What is expected:
In the listing below, find every line with the string "buttons" and pull it out.

Top of Dataset records

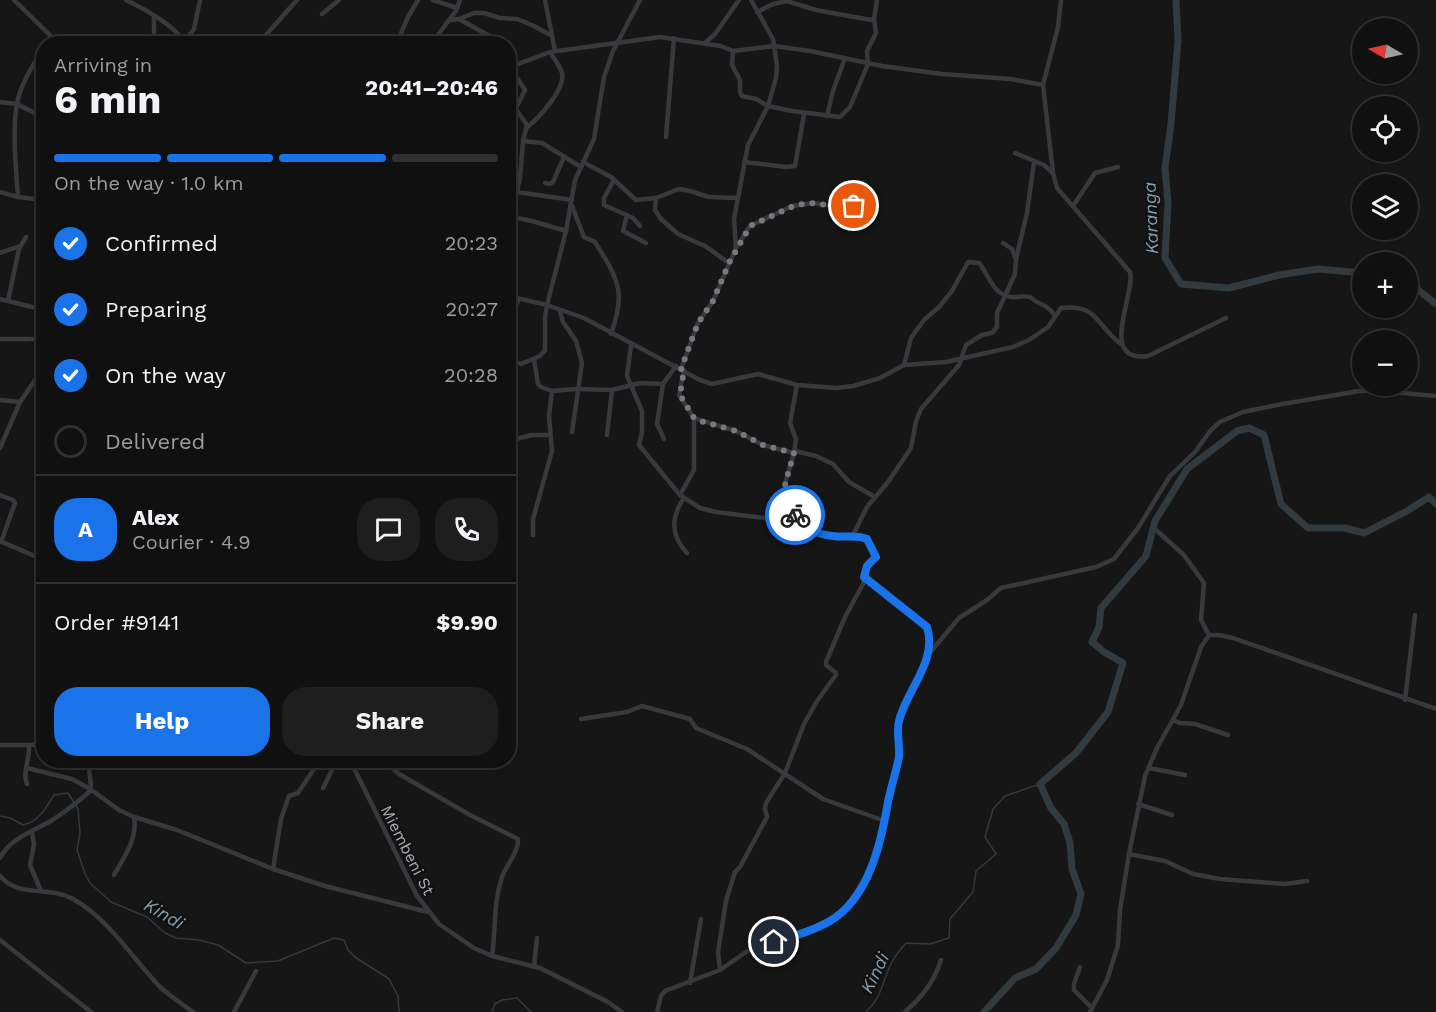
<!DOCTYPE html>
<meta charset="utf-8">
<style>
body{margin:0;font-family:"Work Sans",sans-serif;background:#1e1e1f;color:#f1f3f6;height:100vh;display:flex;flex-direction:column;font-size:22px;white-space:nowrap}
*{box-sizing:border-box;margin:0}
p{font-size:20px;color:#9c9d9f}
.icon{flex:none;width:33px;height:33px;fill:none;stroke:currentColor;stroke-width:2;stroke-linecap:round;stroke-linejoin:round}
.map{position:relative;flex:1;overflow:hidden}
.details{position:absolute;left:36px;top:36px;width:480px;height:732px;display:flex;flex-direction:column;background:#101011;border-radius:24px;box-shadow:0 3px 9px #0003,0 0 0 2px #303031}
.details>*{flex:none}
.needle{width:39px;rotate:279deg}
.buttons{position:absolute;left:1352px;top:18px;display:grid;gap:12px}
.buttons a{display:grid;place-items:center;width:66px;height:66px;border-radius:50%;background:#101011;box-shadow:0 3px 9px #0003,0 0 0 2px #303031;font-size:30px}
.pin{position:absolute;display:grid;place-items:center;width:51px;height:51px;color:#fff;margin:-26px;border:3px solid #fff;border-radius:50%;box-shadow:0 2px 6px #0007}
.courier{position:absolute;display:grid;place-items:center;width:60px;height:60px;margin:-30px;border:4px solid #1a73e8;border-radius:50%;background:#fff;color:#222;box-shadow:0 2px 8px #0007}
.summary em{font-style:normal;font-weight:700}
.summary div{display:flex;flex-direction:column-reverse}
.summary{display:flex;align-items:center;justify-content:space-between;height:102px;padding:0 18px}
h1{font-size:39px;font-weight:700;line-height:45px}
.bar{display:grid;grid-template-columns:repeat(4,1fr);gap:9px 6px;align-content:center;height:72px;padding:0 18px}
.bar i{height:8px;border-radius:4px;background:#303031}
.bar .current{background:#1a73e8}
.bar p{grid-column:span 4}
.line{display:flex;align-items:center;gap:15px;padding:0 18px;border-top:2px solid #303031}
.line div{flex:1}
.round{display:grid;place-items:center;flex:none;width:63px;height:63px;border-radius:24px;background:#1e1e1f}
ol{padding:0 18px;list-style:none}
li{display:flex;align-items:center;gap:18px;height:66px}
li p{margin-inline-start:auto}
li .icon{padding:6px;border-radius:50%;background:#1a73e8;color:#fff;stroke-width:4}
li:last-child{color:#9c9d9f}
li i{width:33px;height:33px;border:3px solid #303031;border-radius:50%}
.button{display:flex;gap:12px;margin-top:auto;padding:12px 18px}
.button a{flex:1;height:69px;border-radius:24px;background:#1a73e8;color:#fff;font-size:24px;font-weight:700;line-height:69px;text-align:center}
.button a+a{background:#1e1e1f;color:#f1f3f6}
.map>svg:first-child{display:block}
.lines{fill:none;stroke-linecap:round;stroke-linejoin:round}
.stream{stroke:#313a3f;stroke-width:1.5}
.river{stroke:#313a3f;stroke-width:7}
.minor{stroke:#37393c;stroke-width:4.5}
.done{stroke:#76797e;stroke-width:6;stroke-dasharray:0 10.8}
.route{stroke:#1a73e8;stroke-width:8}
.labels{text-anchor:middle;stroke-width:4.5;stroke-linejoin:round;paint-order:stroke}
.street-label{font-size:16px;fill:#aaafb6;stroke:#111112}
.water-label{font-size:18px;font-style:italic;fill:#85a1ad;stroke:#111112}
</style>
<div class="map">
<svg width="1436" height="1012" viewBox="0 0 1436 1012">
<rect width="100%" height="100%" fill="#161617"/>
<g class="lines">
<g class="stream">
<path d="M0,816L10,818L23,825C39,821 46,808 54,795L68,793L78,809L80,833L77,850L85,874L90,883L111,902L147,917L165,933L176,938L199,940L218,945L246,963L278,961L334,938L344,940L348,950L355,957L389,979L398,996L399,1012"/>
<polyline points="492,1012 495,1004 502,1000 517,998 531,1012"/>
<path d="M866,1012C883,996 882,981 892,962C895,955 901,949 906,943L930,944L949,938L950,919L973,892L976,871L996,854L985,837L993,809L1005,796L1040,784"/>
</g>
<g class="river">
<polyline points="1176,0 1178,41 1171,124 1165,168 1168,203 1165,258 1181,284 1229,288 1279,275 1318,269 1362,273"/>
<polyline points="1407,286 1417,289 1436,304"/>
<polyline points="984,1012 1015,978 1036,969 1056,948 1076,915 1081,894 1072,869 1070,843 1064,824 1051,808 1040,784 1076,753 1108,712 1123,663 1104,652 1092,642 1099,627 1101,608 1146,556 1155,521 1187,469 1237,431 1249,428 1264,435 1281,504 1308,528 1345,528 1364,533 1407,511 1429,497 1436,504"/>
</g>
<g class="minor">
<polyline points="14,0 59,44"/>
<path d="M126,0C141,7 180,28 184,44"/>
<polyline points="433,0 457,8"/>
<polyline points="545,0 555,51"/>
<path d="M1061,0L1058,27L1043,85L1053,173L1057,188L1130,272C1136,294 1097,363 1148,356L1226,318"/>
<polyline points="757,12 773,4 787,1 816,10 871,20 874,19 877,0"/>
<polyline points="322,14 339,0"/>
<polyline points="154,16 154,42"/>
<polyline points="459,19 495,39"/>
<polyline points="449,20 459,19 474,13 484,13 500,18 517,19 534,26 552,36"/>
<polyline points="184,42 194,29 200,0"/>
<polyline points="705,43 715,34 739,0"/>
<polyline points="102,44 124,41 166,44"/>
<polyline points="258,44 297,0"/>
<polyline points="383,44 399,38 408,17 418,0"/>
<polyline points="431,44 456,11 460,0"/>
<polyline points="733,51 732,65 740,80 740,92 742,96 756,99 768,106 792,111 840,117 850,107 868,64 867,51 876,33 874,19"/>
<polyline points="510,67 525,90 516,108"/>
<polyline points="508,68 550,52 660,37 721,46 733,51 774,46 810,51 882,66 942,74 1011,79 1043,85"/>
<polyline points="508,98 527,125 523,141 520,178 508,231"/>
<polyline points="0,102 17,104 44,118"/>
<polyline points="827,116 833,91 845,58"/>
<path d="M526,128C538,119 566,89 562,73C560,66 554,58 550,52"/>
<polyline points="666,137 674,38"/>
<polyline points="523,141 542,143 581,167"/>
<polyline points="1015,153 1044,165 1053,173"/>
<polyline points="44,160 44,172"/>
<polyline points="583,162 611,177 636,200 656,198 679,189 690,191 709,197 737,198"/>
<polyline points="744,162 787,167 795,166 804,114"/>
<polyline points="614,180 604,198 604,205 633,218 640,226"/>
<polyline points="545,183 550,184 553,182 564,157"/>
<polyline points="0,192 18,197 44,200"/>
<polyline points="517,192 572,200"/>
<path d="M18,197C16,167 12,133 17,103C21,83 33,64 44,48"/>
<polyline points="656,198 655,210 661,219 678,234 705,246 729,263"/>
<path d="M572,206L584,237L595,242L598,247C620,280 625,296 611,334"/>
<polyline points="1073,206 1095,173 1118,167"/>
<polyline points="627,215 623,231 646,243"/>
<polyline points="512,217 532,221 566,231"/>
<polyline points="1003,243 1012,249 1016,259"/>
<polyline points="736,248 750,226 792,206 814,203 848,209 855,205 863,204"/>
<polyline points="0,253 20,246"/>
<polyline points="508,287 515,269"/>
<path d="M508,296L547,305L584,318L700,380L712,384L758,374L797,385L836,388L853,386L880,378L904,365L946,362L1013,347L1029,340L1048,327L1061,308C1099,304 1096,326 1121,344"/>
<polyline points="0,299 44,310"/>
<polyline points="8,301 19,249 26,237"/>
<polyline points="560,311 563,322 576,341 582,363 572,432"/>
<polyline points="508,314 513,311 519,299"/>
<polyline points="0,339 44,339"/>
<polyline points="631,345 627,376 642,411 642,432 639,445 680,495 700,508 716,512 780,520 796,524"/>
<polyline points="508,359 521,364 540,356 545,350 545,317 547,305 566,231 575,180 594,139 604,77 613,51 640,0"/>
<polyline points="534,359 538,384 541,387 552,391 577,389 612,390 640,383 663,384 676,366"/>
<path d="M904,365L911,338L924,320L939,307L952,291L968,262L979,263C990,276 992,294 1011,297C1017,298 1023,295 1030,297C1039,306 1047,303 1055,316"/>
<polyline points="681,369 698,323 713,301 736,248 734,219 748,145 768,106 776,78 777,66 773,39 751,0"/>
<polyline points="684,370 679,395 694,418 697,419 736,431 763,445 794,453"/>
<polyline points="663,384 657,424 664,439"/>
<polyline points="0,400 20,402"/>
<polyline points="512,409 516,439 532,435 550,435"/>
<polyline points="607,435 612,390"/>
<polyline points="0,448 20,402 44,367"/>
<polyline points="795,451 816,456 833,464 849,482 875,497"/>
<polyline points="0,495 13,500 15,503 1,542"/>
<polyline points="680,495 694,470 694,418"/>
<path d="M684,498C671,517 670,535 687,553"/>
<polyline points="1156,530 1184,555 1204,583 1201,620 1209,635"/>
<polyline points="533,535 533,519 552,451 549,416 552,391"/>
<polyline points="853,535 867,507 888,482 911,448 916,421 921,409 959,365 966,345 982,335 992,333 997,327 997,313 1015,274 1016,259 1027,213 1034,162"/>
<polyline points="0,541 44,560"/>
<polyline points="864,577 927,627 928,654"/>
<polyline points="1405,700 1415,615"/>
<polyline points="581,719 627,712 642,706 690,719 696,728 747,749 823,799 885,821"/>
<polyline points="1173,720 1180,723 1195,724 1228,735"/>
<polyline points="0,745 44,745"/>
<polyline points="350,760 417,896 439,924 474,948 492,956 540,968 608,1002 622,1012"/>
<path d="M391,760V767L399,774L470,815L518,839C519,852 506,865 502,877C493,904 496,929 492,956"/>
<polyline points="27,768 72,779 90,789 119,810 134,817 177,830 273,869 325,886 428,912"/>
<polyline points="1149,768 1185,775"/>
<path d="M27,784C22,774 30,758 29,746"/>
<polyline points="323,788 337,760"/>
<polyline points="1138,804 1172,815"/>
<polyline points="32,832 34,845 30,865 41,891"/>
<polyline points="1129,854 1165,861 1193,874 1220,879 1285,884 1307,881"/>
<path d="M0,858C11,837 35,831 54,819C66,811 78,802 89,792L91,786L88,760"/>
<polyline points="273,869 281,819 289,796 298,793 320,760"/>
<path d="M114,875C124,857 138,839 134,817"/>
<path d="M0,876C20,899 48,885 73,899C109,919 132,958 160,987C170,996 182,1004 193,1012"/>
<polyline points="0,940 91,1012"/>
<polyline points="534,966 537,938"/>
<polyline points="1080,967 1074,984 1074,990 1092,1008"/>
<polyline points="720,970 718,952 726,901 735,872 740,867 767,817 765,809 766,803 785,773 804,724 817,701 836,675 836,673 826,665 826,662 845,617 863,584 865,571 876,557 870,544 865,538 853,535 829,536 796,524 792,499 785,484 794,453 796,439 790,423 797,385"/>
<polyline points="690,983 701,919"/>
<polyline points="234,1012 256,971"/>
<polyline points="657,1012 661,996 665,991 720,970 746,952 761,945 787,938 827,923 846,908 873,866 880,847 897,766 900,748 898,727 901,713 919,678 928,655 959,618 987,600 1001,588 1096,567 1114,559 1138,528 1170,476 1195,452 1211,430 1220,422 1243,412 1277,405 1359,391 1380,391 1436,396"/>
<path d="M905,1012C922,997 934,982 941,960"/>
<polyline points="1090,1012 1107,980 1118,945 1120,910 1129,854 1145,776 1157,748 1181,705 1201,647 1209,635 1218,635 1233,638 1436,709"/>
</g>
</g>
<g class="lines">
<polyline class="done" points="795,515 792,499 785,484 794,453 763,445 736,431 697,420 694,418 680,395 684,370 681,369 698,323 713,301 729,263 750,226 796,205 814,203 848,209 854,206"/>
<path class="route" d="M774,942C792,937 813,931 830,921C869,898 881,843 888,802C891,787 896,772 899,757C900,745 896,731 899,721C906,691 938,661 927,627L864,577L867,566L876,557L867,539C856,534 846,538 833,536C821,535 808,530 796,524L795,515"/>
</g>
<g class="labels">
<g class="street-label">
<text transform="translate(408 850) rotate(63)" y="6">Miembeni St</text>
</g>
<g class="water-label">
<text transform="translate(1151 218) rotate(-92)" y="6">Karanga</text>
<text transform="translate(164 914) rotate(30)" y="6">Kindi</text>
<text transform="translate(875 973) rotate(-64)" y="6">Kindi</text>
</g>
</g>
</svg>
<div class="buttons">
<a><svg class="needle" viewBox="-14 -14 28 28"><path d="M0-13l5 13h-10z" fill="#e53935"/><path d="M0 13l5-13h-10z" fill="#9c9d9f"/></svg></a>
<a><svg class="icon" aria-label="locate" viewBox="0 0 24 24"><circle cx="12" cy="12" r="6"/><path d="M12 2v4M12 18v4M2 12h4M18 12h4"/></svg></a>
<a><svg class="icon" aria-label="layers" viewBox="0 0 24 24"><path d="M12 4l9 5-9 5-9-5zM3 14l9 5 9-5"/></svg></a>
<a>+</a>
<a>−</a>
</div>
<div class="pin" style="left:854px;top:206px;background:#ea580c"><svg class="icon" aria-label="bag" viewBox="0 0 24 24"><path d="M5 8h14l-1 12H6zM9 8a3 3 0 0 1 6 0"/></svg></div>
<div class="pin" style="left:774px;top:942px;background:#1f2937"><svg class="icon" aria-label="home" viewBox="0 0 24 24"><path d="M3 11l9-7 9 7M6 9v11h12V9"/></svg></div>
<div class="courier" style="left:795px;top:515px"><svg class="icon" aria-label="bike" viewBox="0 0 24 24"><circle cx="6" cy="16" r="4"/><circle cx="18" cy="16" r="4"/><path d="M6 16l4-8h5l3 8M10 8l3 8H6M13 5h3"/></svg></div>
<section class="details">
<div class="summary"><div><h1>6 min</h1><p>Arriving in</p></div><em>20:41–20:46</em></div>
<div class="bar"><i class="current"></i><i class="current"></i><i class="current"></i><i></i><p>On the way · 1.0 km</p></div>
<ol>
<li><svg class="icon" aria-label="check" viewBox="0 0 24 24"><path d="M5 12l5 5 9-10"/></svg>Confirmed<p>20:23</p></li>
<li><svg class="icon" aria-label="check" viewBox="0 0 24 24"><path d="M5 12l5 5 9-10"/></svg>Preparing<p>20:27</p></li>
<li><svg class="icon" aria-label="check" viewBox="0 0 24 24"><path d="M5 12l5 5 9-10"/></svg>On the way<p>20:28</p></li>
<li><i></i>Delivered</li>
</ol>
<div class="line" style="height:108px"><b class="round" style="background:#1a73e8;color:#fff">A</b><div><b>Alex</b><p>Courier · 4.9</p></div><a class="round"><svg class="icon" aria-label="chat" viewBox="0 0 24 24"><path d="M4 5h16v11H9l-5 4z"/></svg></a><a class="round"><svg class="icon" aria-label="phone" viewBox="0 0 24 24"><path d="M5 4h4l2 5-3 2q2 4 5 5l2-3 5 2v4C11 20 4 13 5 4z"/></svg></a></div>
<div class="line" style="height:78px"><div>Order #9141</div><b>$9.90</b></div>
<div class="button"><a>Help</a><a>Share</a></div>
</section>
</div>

Bottom of Dataset records

Task output:
.buttons{position:absolute;left:1352px;top:18px;display:grid;gap:12px}
.buttons a{display:grid;place-items:center;width:66px;height:66px;border-radius:50%;background:#101011;box-shadow:0 3px 9px #0003,0 0 0 2px #303031;font-size:30px}
<div class="buttons">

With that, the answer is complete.